No. The Part 80C deduction on ULIP premiums is offered solely underneath the Outdated Tax Regime. Buyers who’ve opted for the New Tax Regime underneath Part 115BAC forfeit this profit completely. If ULIP premiums kind a major a part of your tax-saving technique, staying on the Outdated Tax Regime is probably going the extra advantageous selection.
Q3. Is switching funds in a ULIP taxable?
No, and this is without doubt one of the most beneficial however least mentioned elements of ULIP taxation. Switching between fairness, debt, or hybrid funds inside a ULIP doesn’t set off capital good points tax. This offers ULIP traders a significant edge over mutual fund traders, the place each swap between schemes constitutes a taxable redemption occasion.

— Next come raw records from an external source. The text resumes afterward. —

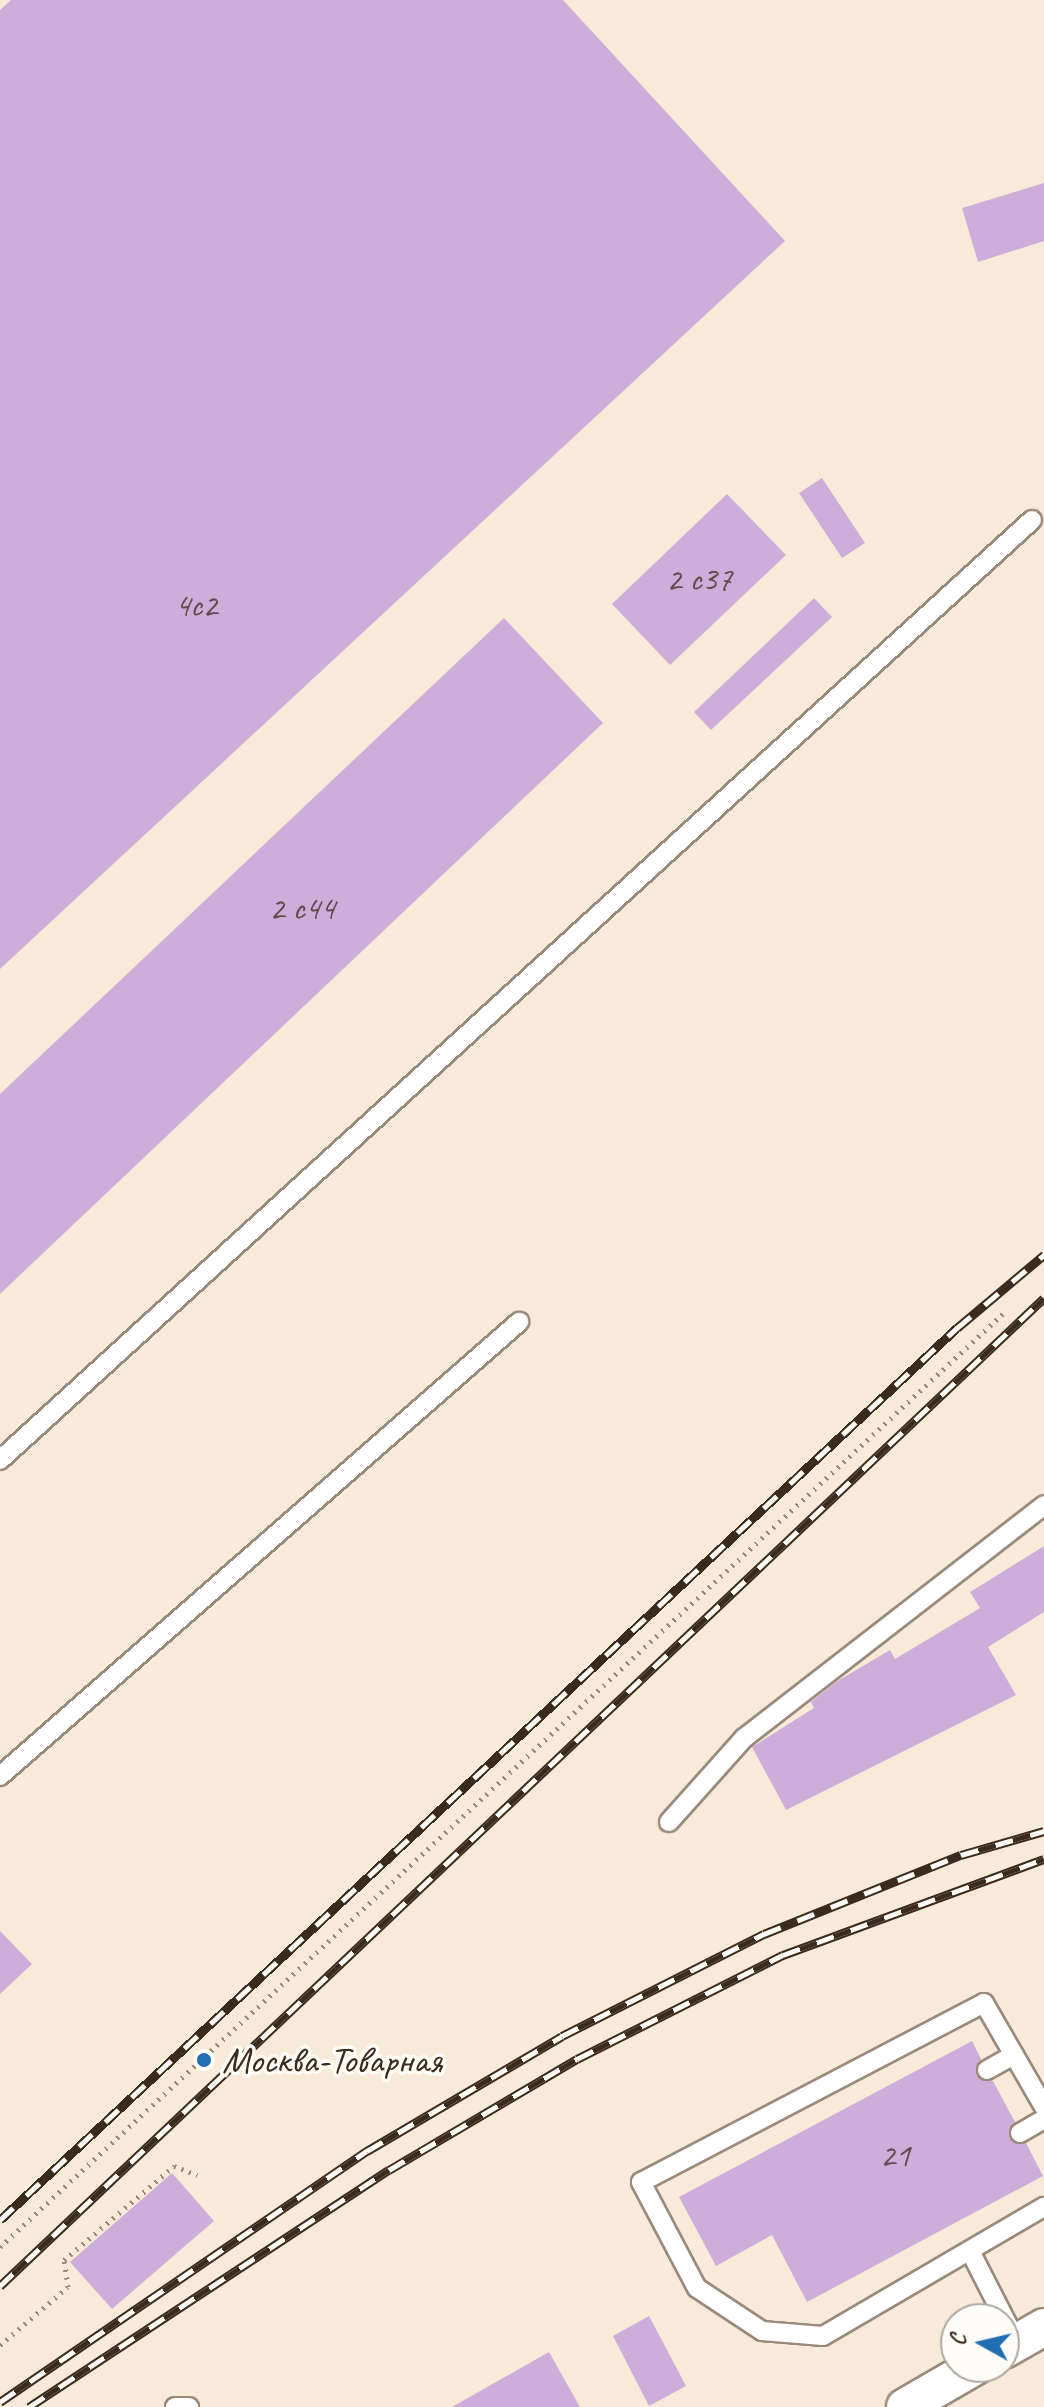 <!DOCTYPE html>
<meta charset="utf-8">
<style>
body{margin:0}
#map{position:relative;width:1044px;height:2407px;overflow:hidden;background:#f8ead9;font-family:Caveat,sans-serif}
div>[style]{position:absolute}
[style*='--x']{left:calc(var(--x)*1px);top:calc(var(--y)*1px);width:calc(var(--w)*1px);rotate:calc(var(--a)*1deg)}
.building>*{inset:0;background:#ceaddb}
.path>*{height:5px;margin-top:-2.5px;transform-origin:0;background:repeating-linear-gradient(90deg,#9a8a7c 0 2px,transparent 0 8px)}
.roads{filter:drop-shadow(2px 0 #9a8a7c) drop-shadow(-2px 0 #9a8a7c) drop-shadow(0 2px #9a8a7c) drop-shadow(0 -2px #9a8a7c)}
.service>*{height:18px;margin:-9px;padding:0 9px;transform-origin:9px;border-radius:9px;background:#fff}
.minor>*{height:36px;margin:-18px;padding:0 18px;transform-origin:18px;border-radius:18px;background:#fff}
.rail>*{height:9px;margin-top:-4.5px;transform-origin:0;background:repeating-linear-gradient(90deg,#fdfcf7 0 18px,#3b2a1e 0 36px);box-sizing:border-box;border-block:2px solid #3b2a1e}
.dots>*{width:22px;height:22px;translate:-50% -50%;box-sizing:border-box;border:4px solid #fdfcf7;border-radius:50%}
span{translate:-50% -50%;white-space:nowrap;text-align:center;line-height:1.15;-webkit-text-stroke:7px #fdfcf7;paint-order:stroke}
.number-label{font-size:34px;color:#604b4d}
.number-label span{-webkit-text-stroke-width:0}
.poi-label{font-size:38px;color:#3b2a1e}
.left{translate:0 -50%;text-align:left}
.north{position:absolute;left:940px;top:2303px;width:80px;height:80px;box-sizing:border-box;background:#fdfcf7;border:2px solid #afa8a0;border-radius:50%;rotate:278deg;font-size:22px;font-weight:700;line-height:32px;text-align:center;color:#3b2a1e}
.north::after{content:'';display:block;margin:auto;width:28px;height:36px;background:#1f6fb2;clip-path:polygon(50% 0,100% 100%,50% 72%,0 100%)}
</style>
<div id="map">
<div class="building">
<i style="clip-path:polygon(11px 0,563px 0,785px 241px,0 969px,0 10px)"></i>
<i style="clip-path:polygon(1044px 183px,1044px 241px,978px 262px,962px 208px)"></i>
<i style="clip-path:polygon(822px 478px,865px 543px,842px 558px,799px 493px)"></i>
<i style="clip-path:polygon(727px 494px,786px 555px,670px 665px,612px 604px)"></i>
<i style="clip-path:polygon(814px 598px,832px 617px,711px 730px,694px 712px)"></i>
<i style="clip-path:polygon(504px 618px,603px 723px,0 1294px,0 1094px)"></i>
<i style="clip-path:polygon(1044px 1546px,1044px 1612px,988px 1647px,1016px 1695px,786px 1810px,752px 1747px,814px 1708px,811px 1702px,836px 1682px,890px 1650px,895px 1659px,980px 1608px,970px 1592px)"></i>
<i style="clip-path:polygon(0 1931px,32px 1964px,0 1994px)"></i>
<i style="clip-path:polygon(972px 2041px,981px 2059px,976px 2075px,993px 2081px,1015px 2122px,1009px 2138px,1026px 2143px,1043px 2176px,807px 2302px,772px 2235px,716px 2266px,679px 2197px)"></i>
<i style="clip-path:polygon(172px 2173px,214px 2221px,112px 2309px,70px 2262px)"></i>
<i style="clip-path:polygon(649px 2316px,686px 2386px,649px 2406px,613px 2336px)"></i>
<i style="clip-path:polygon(549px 2352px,580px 2407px,452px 2407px)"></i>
</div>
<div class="path">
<i style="--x:0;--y:2247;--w:1376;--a:-42.94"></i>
<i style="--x:0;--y:2345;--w:89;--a:-40.5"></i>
<i style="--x:68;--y:2287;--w:27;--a:-98"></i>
<i style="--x:64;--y:2260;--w:145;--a:-40.5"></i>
<i style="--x:174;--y:2166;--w:25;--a:21"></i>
</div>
<div class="roads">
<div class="service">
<i style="--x:0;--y:1460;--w:1396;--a:-42.33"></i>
<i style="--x:0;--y:1776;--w:690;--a:-41.18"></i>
<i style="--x:669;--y:1822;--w:113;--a:-48.2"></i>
<i style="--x:744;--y:1738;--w:380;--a:-37.8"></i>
<i style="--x:987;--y:2070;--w:31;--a:-29"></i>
<i style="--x:1044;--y:2107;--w:120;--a:-120"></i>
<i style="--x:984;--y:2003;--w:387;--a:152.4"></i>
<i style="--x:641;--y:2182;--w:120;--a:62.2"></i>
<i style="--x:697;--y:2288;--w:78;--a:33.5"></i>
<i style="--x:762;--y:2331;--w:61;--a:4.7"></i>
<i style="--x:823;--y:2336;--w:256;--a:-30.3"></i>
<i style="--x:1020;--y:2133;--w:28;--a:-30"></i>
<i style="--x:970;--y:2251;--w:103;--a:62.9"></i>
<i style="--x:175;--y:2407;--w:14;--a:0"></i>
</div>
<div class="minor">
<i style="--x:1004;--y:2350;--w:46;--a:-29.9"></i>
<i style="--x:905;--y:2407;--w:80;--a:-30.1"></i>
</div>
</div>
<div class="rail">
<i style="--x:0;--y:2220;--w:1308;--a:-42.99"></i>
<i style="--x:957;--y:1328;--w:114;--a:-40"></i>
<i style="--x:0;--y:2286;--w:1437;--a:-43.42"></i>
<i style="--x:0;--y:2402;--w:445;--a:-34.4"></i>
<i style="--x:367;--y:2151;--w:226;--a:-30.5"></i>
<i style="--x:562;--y:2036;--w:226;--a:-26.8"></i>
<i style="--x:764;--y:1934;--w:212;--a:-21.9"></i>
<i style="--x:961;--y:1855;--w:86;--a:-16.1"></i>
<i style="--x:29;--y:2407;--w:431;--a:-33.4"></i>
<i style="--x:389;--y:2170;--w:218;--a:-30.6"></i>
<i style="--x:577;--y:2059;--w:231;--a:-26.8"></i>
<i style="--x:783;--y:1955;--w:278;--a:-20.2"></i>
</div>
<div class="dots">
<i style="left:204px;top:2060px;background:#1f6fb2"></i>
</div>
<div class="number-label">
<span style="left:699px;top:579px">2 с37</span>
<span style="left:196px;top:605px">4с2</span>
<span style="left:302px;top:908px">2 с44</span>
<span style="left:895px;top:2155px">21</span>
</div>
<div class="poi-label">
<span class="left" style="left:222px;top:2060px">Москва-Товарная</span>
</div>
<div class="north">С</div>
</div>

This fall. What’s the capital good points tax on ULIP in 2026?
For ULIPs that fall exterior the Part 10(10D) exemption, good points held for as much as 12 months are taxed as Brief-Time period Capital Positive aspects at 20%. Positive aspects held for greater than 12 months are taxed as Lengthy-Time period Capital Positive aspects at 12.5%, relevant on good points exceeding ₹1.25 lakh. This capital good points remedy was clarified underneath Finances 2025 and applies from April 1, 2026.
Q5. Is ULIP higher than mutual funds for tax saving?
For traders whose annual ULIP premium stays beneath ₹2.5 lakh, ULIPs retain a transparent tax benefit: tax-free maturity, tax-free dying profit, and tax-free fund switching, alongside Part 80C deduction underneath the Outdated Tax Regime. For prime-premium traders, the hole narrows considerably.
Disclaimer: This text is for informational functions solely and is correct as of March 2026. Tax legal guidelines are topic to alter. At all times seek the advice of a professional tax marketing consultant or funding marketing consultant for personalised recommendation earlier than making monetary choices.